---------- Material for the task

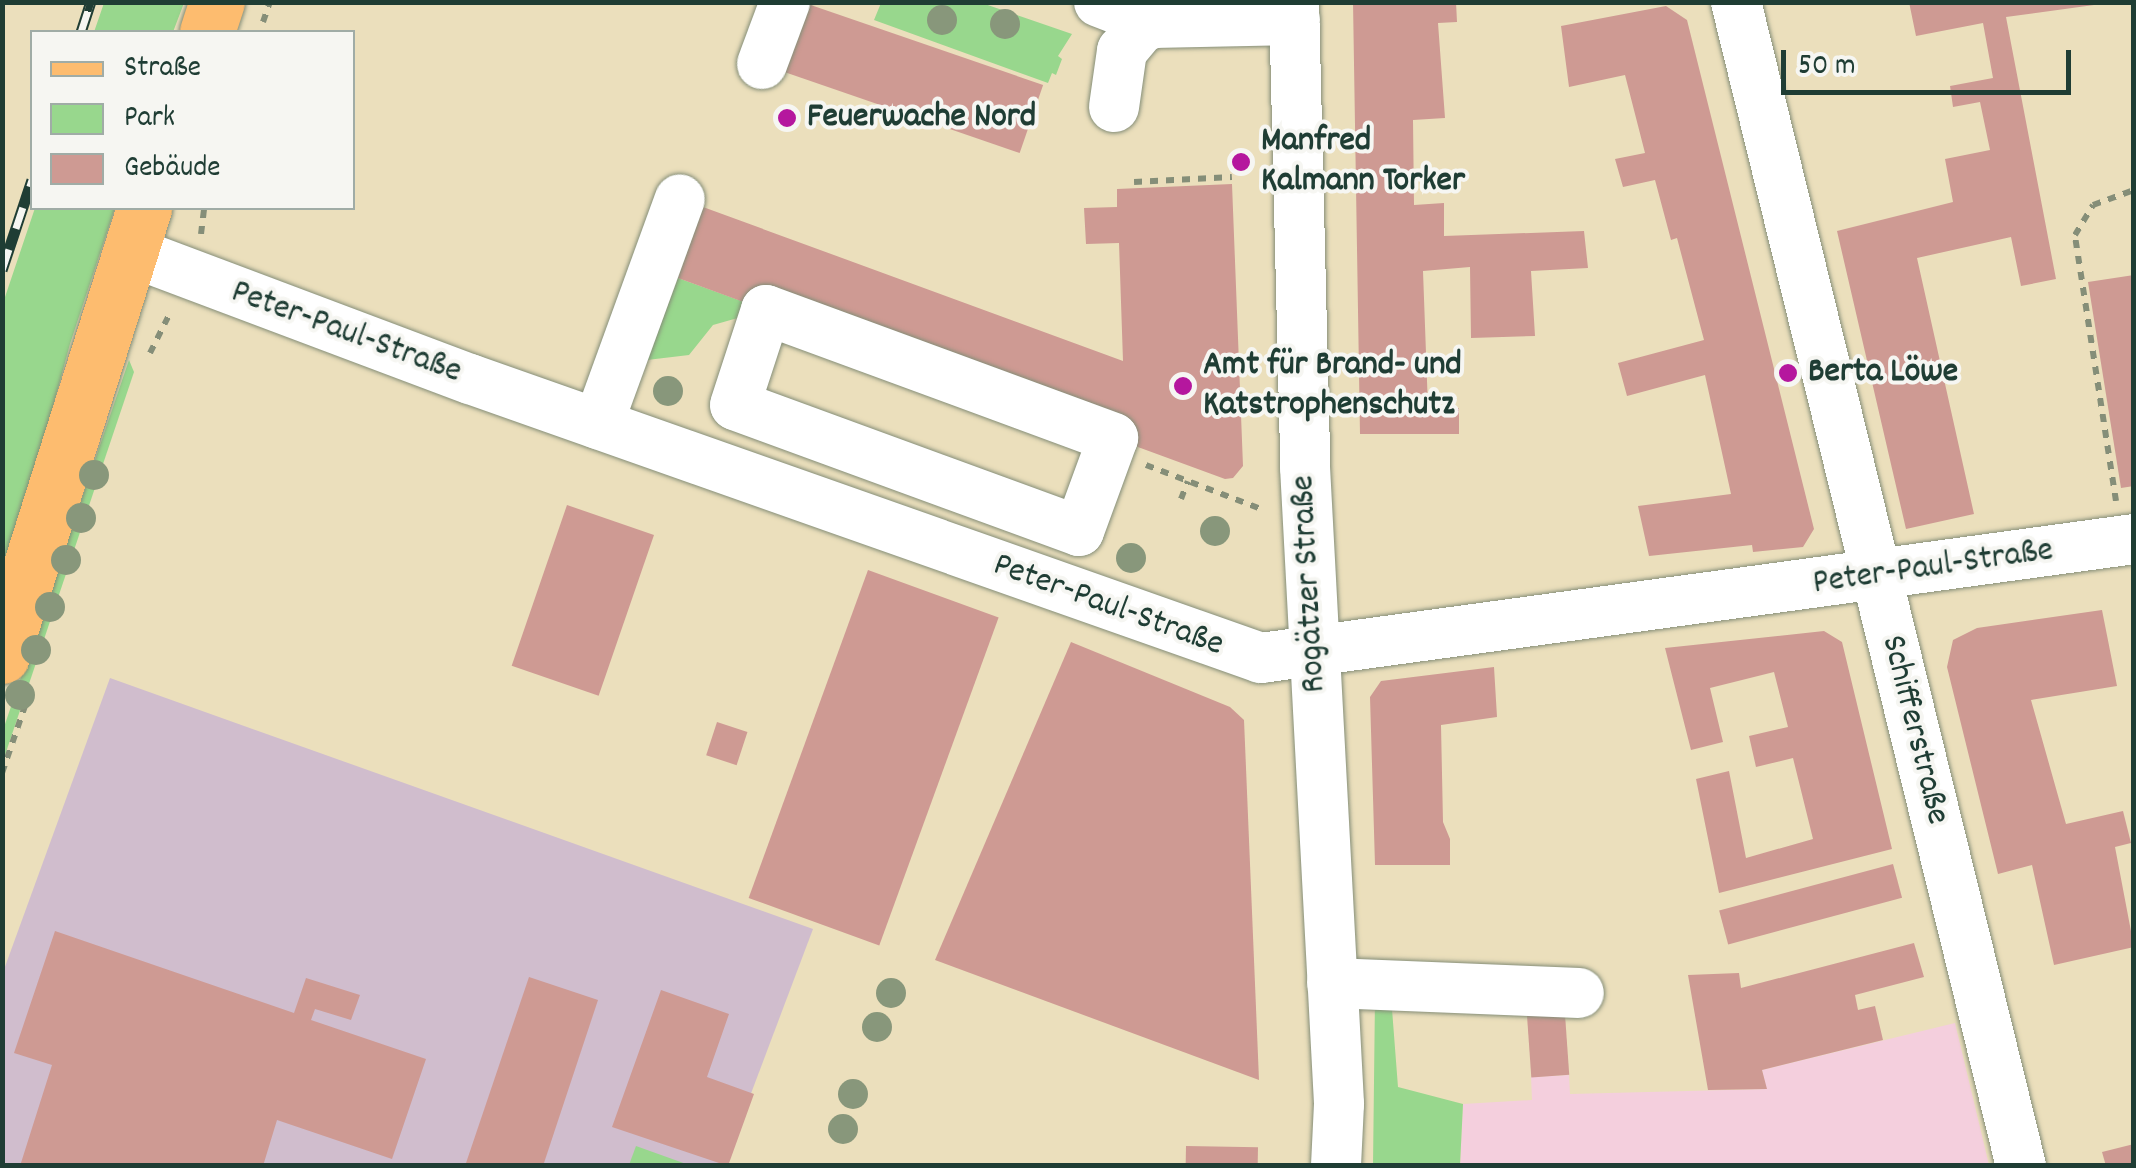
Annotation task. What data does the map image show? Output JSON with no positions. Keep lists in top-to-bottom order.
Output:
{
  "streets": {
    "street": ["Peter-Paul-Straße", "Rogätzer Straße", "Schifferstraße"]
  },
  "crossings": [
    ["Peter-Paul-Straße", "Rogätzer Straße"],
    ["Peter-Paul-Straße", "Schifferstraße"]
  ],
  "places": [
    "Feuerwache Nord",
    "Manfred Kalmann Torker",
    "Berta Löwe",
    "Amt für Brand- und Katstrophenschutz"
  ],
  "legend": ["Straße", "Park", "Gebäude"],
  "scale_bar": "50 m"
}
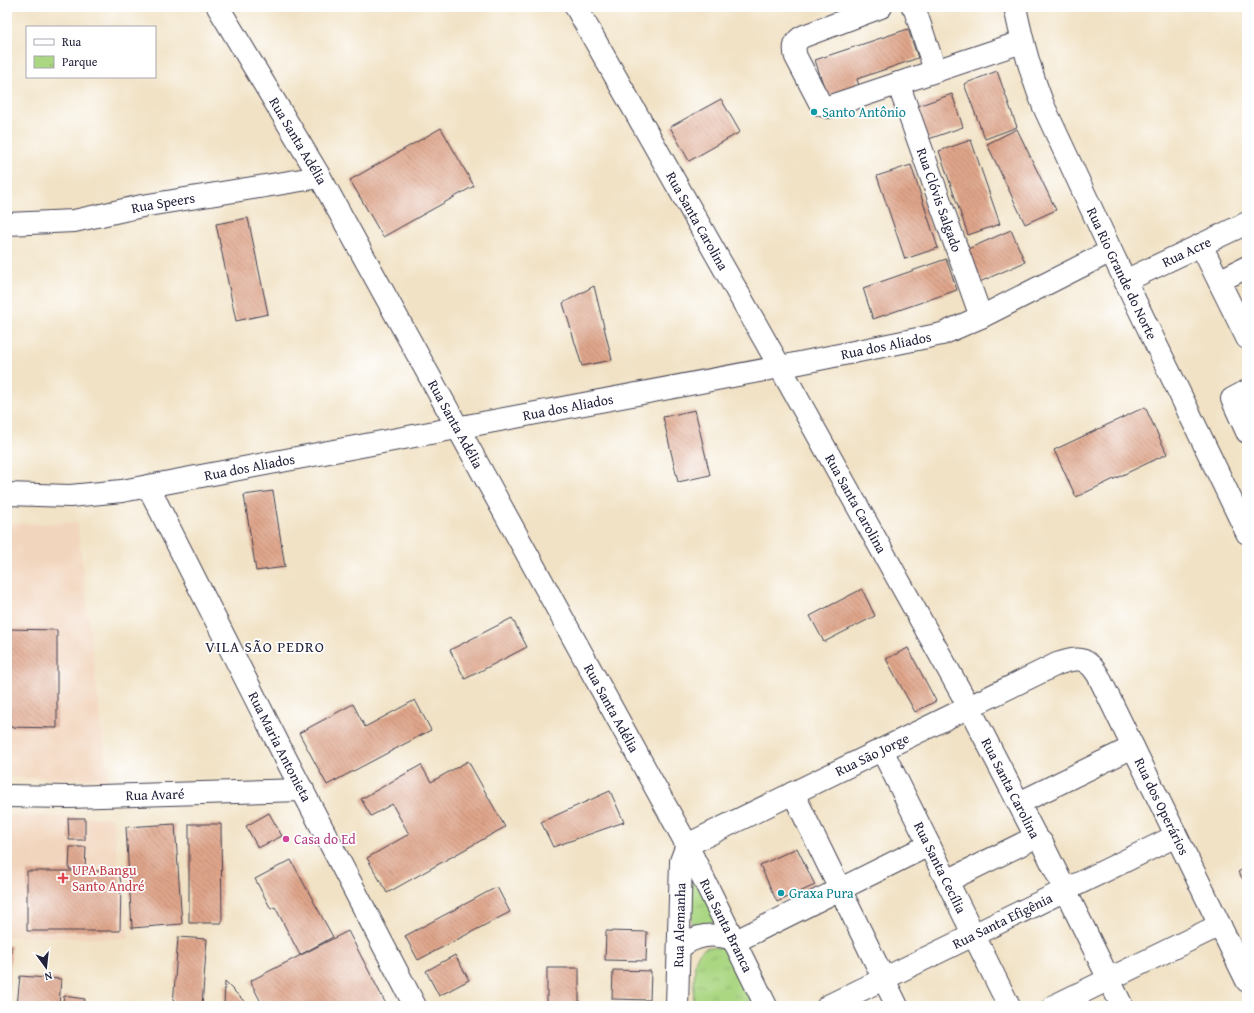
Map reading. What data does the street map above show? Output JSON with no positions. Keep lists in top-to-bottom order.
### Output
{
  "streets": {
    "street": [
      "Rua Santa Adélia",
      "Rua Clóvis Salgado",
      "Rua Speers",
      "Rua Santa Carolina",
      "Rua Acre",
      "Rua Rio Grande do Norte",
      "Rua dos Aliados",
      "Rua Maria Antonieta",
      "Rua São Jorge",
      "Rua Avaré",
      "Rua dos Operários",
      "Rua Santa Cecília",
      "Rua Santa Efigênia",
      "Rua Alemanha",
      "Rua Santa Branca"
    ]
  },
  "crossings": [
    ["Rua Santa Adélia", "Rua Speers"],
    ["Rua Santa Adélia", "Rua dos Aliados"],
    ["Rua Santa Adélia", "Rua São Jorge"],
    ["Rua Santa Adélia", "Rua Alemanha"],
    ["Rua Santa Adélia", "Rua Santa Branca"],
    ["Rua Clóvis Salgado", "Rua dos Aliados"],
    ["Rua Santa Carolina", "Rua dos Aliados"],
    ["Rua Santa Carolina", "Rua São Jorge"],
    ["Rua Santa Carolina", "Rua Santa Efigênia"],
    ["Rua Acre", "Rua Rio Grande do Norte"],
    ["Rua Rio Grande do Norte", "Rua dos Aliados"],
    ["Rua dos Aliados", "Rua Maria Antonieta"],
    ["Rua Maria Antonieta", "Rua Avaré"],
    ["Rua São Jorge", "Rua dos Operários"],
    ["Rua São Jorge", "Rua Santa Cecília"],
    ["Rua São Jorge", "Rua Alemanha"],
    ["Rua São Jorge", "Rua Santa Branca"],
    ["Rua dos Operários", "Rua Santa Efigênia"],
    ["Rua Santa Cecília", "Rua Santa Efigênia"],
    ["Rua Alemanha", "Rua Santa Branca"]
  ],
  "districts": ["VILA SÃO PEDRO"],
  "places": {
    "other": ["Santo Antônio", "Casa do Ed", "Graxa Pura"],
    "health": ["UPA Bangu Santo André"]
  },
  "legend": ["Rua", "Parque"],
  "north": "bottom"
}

--------------------

§ **Your objective**
Every record is to be reproduced exactly, with no pictures included.

§ **Solution to the exercise**
Annotation task. What data does the map image show? Output JSON with no positions. Keep lists in top-to-bottom order.
Output:
{
  "streets": {
    "street": ["Peter-Paul-Straße", "Rogätzer Straße", "Schifferstraße"]
  },
  "crossings": [
    ["Peter-Paul-Straße", "Rogätzer Straße"],
    ["Peter-Paul-Straße", "Schifferstraße"]
  ],
  "places": [
    "Feuerwache Nord",
    "Manfred Kalmann Torker",
    "Berta Löwe",
    "Amt für Brand- und Katstrophenschutz"
  ],
  "legend": ["Straße", "Park", "Gebäude"],
  "scale_bar": "50 m"
}
Map reading. What data does the street map above show? Output JSON with no positions. Keep lists in top-to-bottom order.
### Output
{
  "streets": {
    "street": [
      "Rua Santa Adélia",
      "Rua Clóvis Salgado",
      "Rua Speers",
      "Rua Santa Carolina",
      "Rua Acre",
      "Rua Rio Grande do Norte",
      "Rua dos Aliados",
      "Rua Maria Antonieta",
      "Rua São Jorge",
      "Rua Avaré",
      "Rua dos Operários",
      "Rua Santa Cecília",
      "Rua Santa Efigênia",
      "Rua Alemanha",
      "Rua Santa Branca"
    ]
  },
  "crossings": [
    ["Rua Santa Adélia", "Rua Speers"],
    ["Rua Santa Adélia", "Rua dos Aliados"],
    ["Rua Santa Adélia", "Rua São Jorge"],
    ["Rua Santa Adélia", "Rua Alemanha"],
    ["Rua Santa Adélia", "Rua Santa Branca"],
    ["Rua Clóvis Salgado", "Rua dos Aliados"],
    ["Rua Santa Carolina", "Rua dos Aliados"],
    ["Rua Santa Carolina", "Rua São Jorge"],
    ["Rua Santa Carolina", "Rua Santa Efigênia"],
    ["Rua Acre", "Rua Rio Grande do Norte"],
    ["Rua Rio Grande do Norte", "Rua dos Aliados"],
    ["Rua dos Aliados", "Rua Maria Antonieta"],
    ["Rua Maria Antonieta", "Rua Avaré"],
    ["Rua São Jorge", "Rua dos Operários"],
    ["Rua São Jorge", "Rua Santa Cecília"],
    ["Rua São Jorge", "Rua Alemanha"],
    ["Rua São Jorge", "Rua Santa Branca"],
    ["Rua dos Operários", "Rua Santa Efigênia"],
    ["Rua Santa Cecília", "Rua Santa Efigênia"],
    ["Rua Alemanha", "Rua Santa Branca"]
  ],
  "districts": ["VILA SÃO PEDRO"],
  "places": {
    "other": ["Santo Antônio", "Casa do Ed", "Graxa Pura"],
    "health": ["UPA Bangu Santo André"]
  },
  "legend": ["Rua", "Parque"],
  "north": "bottom"
}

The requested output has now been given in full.